Eerie, funny, and sometimes intense, this museum explores Mexico's ever-present relationship with death.
Located in the city of Aguascalientes, the National Museum of Death opened to the public in the summer of 2007 as a permanent collection belonging to the University of Aguascalientes, after the institution inherited hundreds of death-related artifacts amassed over Octavio Bajonero Gil's lifetime, including some of his own artwork.
Seven years into its operation, however, the mission of the Museum was refined, as its collection expanded in the direction of depicting the historic role of death's iconography and the funereal arts within Mexican culture, both contemporary and ancient. Integral in this expansion were artifacts from the personal collection of one Daniel Mercurio López Casillas.
Throughout this process of the investigation, the Museum's curators conveyed the wide range of Mexican society's relationship towards death and Santa Muerte himself, ranging from the popular portrayal of a people who are always joking and laughing about mortality, to the nitty gritty — sometimes quite graphic — reality of death most corporeal. Paintings, sculptures, lithographs, and photos are used to illustrate points along the way, explaining the relationship of Mexico's culture with death via images rather than words.

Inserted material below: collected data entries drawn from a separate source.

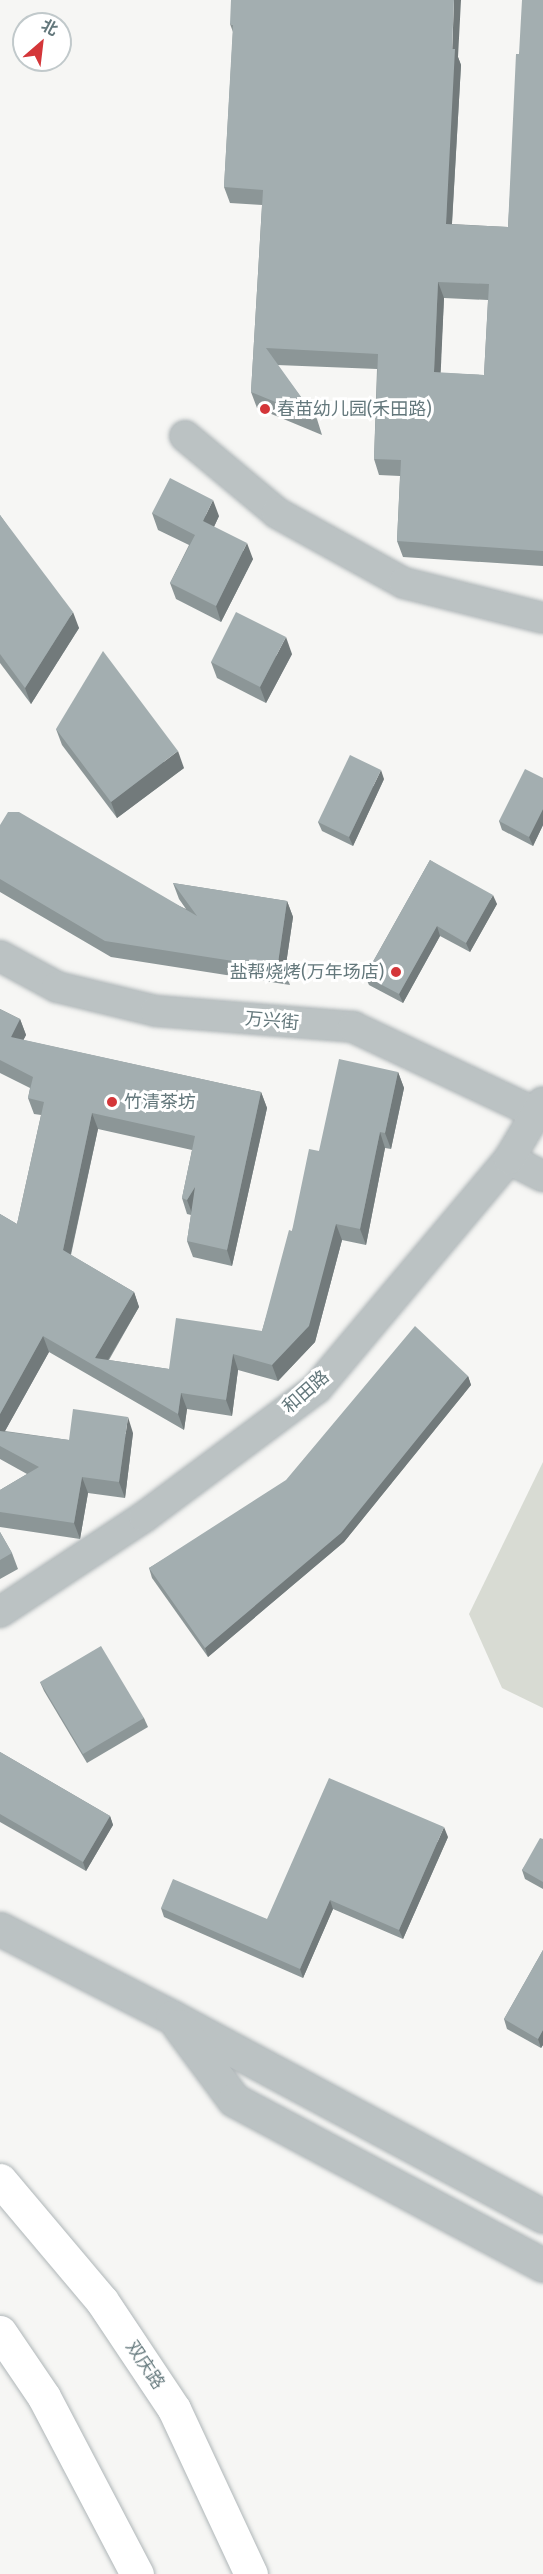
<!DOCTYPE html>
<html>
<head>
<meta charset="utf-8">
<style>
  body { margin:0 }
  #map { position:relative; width:543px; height:2574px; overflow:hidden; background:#f6f6f4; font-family:"Fira Sans Condensed","Noto Sans SC",sans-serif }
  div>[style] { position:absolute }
  .green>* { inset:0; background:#d8dbd3 }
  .roads { filter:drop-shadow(0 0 2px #afb6b8) drop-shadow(0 0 2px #afb6b8) }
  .minor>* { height:30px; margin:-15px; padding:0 15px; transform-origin:15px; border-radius:15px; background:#bbc2c3 }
  .tertiary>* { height:33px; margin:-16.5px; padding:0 16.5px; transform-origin:16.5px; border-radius:16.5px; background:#bbc2c3 }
  .primary>* { height:33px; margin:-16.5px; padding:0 16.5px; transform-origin:16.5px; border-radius:16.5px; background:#fff }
  .wall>* { inset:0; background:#8c9697 }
  .shaded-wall>* { inset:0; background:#727a7b }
  .building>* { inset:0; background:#a3aeb0 }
  .dots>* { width:16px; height:16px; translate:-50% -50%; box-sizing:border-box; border:3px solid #fff; border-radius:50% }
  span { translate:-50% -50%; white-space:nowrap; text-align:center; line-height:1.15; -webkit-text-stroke:6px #fff; paint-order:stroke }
  .poi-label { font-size:18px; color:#64787c }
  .left { translate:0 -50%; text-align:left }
  .right { translate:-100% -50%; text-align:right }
  .street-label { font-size:18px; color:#64787c }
  .north { position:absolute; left:12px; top:12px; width:60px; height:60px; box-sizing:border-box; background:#fff; border:2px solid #c1c9cb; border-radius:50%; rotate:28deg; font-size:16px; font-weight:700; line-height:24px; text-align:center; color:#64787c }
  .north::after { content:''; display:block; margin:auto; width:21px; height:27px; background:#d43639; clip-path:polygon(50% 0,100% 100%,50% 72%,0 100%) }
</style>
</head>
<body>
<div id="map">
  <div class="green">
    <div style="clip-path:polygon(543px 1462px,543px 1708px,502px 1688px,469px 1614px)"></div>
  </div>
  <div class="roads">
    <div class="minor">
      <div style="left:185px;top:436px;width:120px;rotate:39.9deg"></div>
      <div style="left:277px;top:513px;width:145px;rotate:28.9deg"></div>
      <div style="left:404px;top:583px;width:143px;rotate:14.1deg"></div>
      <div style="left:0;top:956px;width:65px;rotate:28.5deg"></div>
      <div style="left:57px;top:987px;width:102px;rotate:13.6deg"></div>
      <div style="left:156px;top:1011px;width:198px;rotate:4.6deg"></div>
      <div style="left:353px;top:1027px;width:202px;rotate:25.2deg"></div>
      <div style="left:509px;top:1159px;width:38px;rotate:27deg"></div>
      <div style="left:0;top:1612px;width:173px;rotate:-33.4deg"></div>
      <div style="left:144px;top:1517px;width:216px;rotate:-36.7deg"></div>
      <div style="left:317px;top:1388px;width:299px;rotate:-50deg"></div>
      <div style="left:509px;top:1159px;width:66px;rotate:-59.2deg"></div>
    </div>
    <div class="tertiary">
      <div style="left:0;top:1929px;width:193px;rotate:27.1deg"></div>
      <div style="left:172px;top:2017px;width:421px;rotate:28.2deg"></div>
      <div style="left:179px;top:2026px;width:92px;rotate:53.4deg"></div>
      <div style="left:234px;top:2100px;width:350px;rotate:28.1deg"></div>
    </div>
    <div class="primary">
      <div style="left:0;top:2180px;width:158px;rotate:49.9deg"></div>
      <div style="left:102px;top:2301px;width:130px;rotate:56.3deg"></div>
      <div style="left:174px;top:2409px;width:182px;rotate:65deg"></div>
      <div style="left:0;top:2332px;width:78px;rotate:55.9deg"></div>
      <div style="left:44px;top:2397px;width:200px;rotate:62.3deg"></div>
    </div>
  </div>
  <div class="wall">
    <div style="clip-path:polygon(evenodd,543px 0,543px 566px,403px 557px,397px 541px,400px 476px,379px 475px,374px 459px,377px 369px,277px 365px,317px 419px,322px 435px,257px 408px,251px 392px,262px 205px,230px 203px,224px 187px,233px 32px,230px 24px,458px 57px,461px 65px,452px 224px,508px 227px,519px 54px,543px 0,444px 298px,488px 300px,484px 375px,440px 373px,444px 298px)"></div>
    <div style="clip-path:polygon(152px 513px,219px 516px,214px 527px,253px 559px,221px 622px,176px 599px,170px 583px,189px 545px,158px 530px)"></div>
    <div style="clip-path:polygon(0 515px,79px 628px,31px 704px,0 663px)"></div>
    <div style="clip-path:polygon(292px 654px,266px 703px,217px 678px,211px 662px)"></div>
    <div style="clip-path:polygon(56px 729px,184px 768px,117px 818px,62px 745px)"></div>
    <div style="clip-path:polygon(543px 778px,543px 825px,533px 846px,502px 830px,499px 821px)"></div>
    <div style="clip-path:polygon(384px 779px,353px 846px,322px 831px,318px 822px)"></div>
    <div style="clip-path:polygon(0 825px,186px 909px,179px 899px,173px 883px,287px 901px,293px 917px,285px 971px,290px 985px,111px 957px,0 892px)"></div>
    <div style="clip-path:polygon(430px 860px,497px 904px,470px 952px,440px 936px,403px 1003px,369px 985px,365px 976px)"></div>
    <div style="clip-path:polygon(0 1009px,20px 1019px,26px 1035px,23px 1040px,261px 1092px,267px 1108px,232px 1266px,193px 1257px,187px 1241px,191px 1215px,187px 1214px,182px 1198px,192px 1150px,98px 1129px,71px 1255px,134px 1292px,139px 1307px,109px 1360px,169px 1369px,262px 1331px,292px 1231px,319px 1151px,398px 1072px,404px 1088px,391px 1149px,385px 1148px,366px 1245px,342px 1240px,315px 1342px,278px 1381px,238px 1370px,232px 1416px,187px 1409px,184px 1430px,49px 1352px,5px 1431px,69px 1440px,133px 1433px,125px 1498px,88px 1493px,80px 1539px,0 1527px,0 1490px,27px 1474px,0 1459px,0 1214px,17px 1224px,41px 1115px,34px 1114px,28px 1098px,30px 1088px,0 1073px)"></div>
    <div style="clip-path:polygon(468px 1376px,471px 1385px,344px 1542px,208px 1657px,152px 1578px,149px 1568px)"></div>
    <div style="clip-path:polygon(0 1532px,12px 1553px,18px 1569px,0 1579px)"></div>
    <div style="clip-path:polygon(40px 1682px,144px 1718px,148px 1727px,87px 1763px,44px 1691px)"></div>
    <div style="clip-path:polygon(0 1752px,110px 1816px,113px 1825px,86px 1871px,0 1822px)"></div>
    <div style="clip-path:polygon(448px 1837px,403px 1939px,333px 1909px,303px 1978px,164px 1917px,161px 1908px,267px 1919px)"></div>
    <div style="clip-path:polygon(543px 1839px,543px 1889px,525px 1879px,522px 1870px)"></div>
    <div style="clip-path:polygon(543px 1950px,543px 2045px,541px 2048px,507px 2029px,504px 2019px)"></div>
  </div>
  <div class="shaded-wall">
    <div style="clip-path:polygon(454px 0,461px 0,458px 57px,461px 65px,451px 239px,446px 224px)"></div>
    <div style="clip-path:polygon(438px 282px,444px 298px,440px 388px,434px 372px)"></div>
    <div style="clip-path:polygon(213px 500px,219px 516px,209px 537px,203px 521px)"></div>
    <div style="clip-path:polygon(247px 543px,253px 559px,221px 622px,216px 606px)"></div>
    <div style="clip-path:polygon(73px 612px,79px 628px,31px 704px,25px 688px)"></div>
    <div style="clip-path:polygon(286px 637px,292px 654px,266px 703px,260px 687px)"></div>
    <div style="clip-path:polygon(178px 751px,184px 768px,117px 818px,111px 802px)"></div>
    <div style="clip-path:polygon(381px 770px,384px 779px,353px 846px,349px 837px)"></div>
    <div style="clip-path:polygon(543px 809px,543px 825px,533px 846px,529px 837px)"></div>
    <div style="clip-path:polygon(493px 895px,497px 904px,470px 952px,466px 943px)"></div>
    <div style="clip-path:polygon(287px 901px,293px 917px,285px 971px,284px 969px,278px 963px)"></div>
    <div style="clip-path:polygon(437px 926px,440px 936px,403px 1003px,399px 994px)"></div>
    <div style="clip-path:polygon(20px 1019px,26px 1035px,17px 1053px,11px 1037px)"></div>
    <div style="clip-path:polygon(398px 1072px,404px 1088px,391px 1149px,385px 1133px)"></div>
    <div style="clip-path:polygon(261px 1092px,267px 1108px,232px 1266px,227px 1250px)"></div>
    <div style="clip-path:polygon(92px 1113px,98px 1129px,68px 1266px,63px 1250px)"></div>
    <div style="clip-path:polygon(380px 1132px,385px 1148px,366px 1245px,360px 1229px)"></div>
    <div style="clip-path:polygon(195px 1187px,193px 1216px,187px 1200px)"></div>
    <div style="clip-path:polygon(336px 1224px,342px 1240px,315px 1342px,278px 1381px,272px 1365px)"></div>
    <div style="clip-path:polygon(134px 1292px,139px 1307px,102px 1370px,95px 1358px)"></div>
    <div style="clip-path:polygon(43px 1336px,49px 1352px,0 1440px,0 1414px)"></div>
    <div style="clip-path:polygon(233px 1354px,238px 1370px,232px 1416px,226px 1400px)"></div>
    <div style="clip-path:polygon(468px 1376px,471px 1385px,344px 1542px,208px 1657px,205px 1648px)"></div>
    <div style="clip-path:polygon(181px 1393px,187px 1409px,184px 1430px,178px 1414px)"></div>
    <div style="clip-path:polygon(128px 1417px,133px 1433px,125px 1498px,119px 1482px)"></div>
    <div style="clip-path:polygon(82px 1477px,88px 1493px,80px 1539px,74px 1523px)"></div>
    <div style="clip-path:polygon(110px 1816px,113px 1825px,86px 1871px,83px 1862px)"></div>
    <div style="clip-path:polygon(444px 1827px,448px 1837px,403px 1939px,399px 1930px)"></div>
    <div style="clip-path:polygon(330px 1900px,333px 1909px,303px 1978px,300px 1969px)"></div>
    <div style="clip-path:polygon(543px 2030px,543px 2045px,541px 2048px,538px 2039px)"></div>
  </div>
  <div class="building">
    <div style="clip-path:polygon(evenodd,231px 0,454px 0,452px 49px,455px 49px,446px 224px,508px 227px,516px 54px,519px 54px,522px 0,543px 0,543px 551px,397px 541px,401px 460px,374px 459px,378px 354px,266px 348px,317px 419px,251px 392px,263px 190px,224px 187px,233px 25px,230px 24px,231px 0,438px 282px,489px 284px,484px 375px,434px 372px,438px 282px)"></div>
    <div style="clip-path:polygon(170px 478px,213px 500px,203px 521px,247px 543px,216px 606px,170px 583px,195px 535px,152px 513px)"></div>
    <div style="clip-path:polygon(0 515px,73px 612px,25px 688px,0 654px)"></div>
    <div style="clip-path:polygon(236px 612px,286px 637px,260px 687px,211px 662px)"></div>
    <div style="clip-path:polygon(103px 651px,178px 751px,111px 802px,56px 729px)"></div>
    <div style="clip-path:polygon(350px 755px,381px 770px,349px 837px,318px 822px)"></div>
    <div style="clip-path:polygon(525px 769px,543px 778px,543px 809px,529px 837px,499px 821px)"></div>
    <div style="clip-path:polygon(8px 812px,19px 812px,197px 916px,173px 883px,287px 901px,278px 963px,284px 969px,105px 941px,0 879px,0 825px)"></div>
    <div style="clip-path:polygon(430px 860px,493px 895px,466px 943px,437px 926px,399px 994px,365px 976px)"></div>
    <div style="clip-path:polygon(0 1009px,20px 1019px,11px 1037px,261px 1092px,227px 1250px,187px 1241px,195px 1187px,187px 1200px,182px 1198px,195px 1136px,92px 1113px,63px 1250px,134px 1292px,95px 1358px,169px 1369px,176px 1318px,262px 1331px,289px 1230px,292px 1231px,309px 1149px,319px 1151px,339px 1059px,398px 1072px,385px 1133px,380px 1132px,360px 1229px,336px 1224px,309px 1326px,272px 1365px,233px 1354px,226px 1400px,181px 1393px,178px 1414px,43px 1336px,0 1414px,0 1214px,17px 1224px,44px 1102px,28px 1098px,33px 1077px,0 1060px)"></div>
    <div style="clip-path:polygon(415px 1326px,468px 1376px,341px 1533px,205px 1648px,149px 1568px,286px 1480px)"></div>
    <div style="clip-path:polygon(73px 1409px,128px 1417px,119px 1482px,82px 1477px,74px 1523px,0 1512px,0 1490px,39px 1467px,0 1446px,0 1431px,69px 1440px)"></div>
    <div style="clip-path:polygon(0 1532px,12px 1553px,0 1560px)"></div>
    <div style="clip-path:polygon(101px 1646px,144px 1718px,83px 1754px,40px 1682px)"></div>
    <div style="clip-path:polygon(0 1752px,110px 1816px,83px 1862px,0 1814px)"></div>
    <div style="clip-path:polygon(329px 1778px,444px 1827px,399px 1930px,330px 1900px,300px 1969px,161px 1908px,173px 1879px,267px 1919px)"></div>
    <div style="clip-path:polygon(540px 1838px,543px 1839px,543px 1882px,522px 1870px)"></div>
    <div style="clip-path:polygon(543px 1950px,543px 2030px,538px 2039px,504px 2019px)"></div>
  </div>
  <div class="dots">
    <div style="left:265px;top:409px;background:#d43639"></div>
    <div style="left:396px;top:972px;background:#d43639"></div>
    <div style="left:112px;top:1102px;background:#d43639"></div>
  </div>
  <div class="poi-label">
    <span class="left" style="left:277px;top:409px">春苗幼儿园(禾田路)</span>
    <span class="right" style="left:384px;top:972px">盐帮烧烤(万年场店)</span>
    <span class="left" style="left:124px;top:1102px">竹清茶坊</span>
  </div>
  <div class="street-label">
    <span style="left:272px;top:1021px;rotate:5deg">万兴街</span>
    <span style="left:306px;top:1392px;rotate:-41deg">和田路</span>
    <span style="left:145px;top:2365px;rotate:56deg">双庆路</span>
  </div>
  <div class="north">北</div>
</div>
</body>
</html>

Step by step, the Museum takes its visitors through a history of death, across the land now known as Mexico. Starting in the pre-hispanic epoch, the exhibits follow a timeline through the periods of Spanish Conquistadors' domination and decimation, to the reassertion of Mexican independence, up to the contemporary period, including the international community's appropriation of the sugar skull in pop culture.
What results is an experience described by a recent visitor as an "interesting surprise," particularly vibrant and multifaceted given what could easily have come off as gloomy, dismal subject matter.